褐色森林土
火山灰の影響の少ない山地・丘陵地に分布する褐色あるいは黄褐色の「風化変質層」をもつ土壌。
「風化変質層」:風化を受けて色が変わったり粘土が多くなったり塊状の構造が出来たりした層
火山灰の影響の少ない山地・丘陵地に分布する褐色あるいは黄褐色の「風化変質層」をもつ土壌。
「風化変質層」:風化を受けて色が変わったり粘土が多くなったり塊状の構造が出来たりした層
褐色森林土は、林地では有機物に富む暗色の表層をもつが、樹園地や畑地などでは、有機物含量は一般に少なく、表層も薄い。
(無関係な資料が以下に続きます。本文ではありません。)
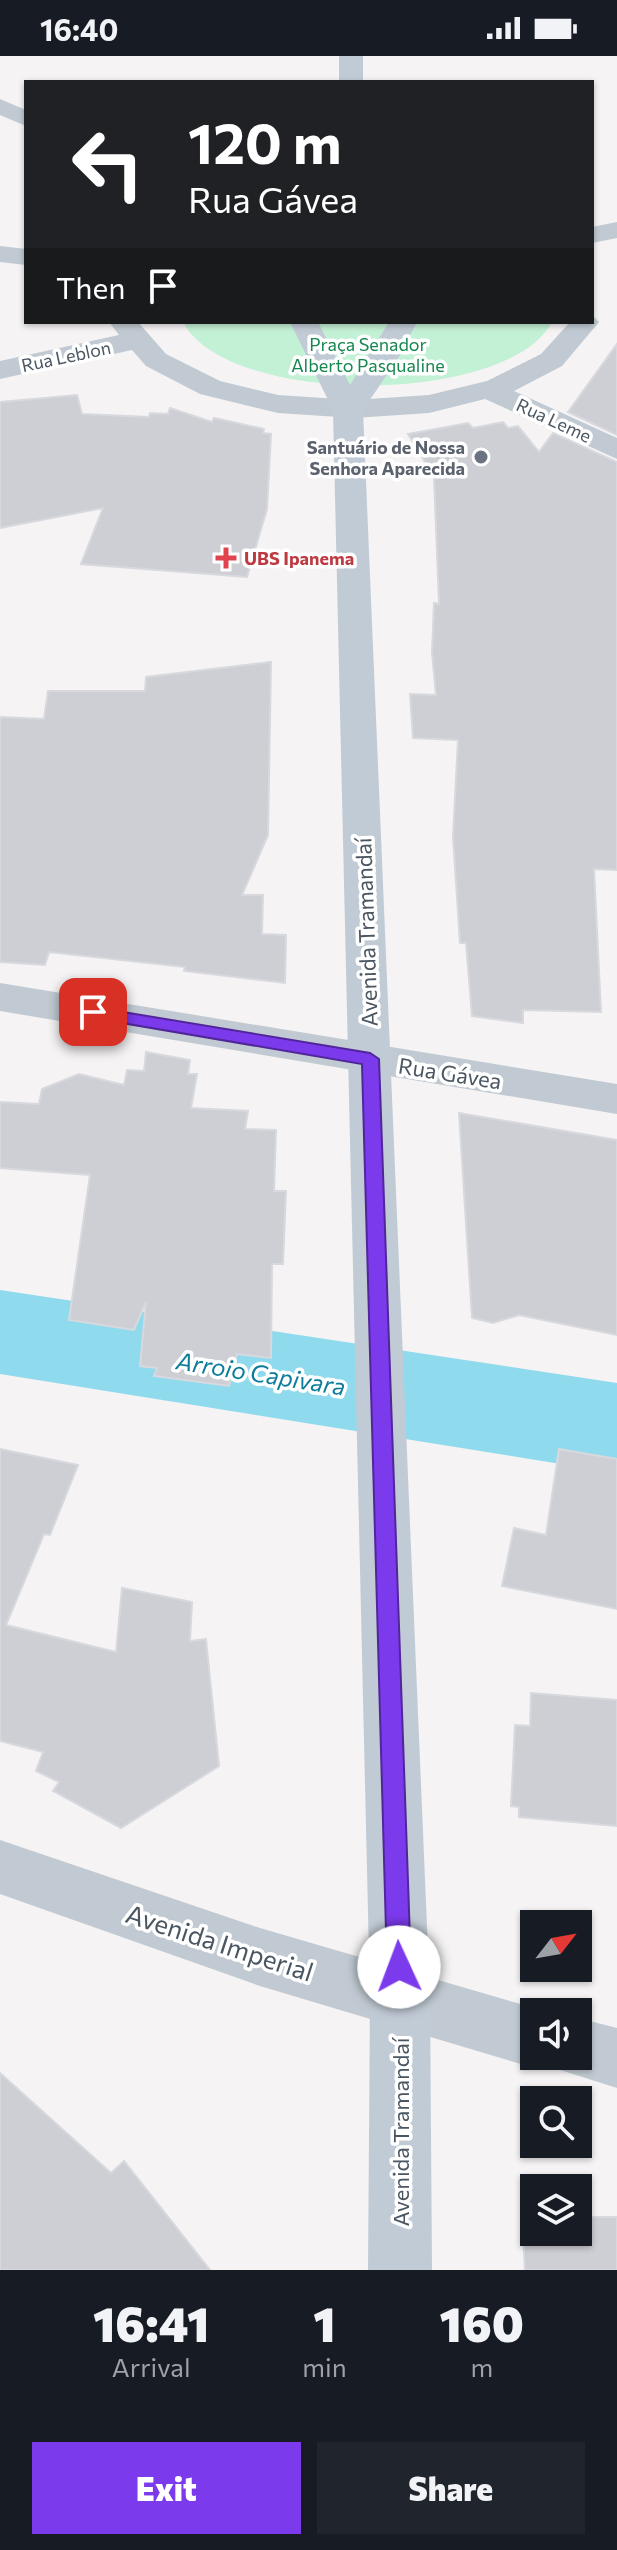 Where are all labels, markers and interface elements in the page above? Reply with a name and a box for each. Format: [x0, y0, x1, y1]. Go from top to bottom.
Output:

次表層は、遊離酸化鉄により一様に褐色あるいは黄褐色を呈し、表層から次表層への粘土や遊離鉄の移動・集積は明瞭ではない。
褐色森林土は、山地、丘陵地に広く分布するほか、北海道・東北地方では洪積台地にも分布する。関東、東山地域にはやや少ないがその他は全国的に分布しており、とくに近畿以西に多く見られる。
褐色森林土群は、立地環境、土壌pH、腐植の集積状態、湿り具合や土色の違いから、以下の9つの土壌亜群に分けられる。
(1)水田化褐色森林土(I1c1):土壌表面から25㎝以内に、積算して厚さ10㎝以上の「泥炭物質」からなる層をもつ褐色森林土。
(2)湿性褐色森林土(I1a3):土壌表面から75㎝以内に「表面水湿性特徴」または「地下水湿性特徴」を示す層の上端が現れる褐色森林土。
(3)塩基型褐色森林土(I1j8):次表層の全ての亜層位でpH(H2O)が6.5以上である褐色森林土。
(4)ばん土質褐色森林土(I1k2):土壌表面から50㎝以内にリン酸吸収係数1000mgP2O5/100g以上(リン酸保持量60%以上)の層が25㎝以上ある褐色森林土。
(5)腐植質褐色森林土(I1h3):「腐植質表層」または「多腐植質表層」をもつ褐色森林土。
(6)ポドゾル化褐色森林土(I1k3):「ポドゾル性集積層(断面形態)」または「ポドゾル性集積層(分析値)」をもつ褐色森林土。
(7)下層赤黄色褐色森林土(I1d4):土壌表面から75cm以内に「赤黄色特徴」を示す「風化変質層」または「粘土集積層」をもつ褐色森林土。
(8)台地褐色森林土(I1i1):洪積世堆積物(更新世の河成、海成、湖沼成の古い未固結堆積物) を母材とする褐色森林土。
(9)普通褐色森林土(I1z1):その他の褐色森林土。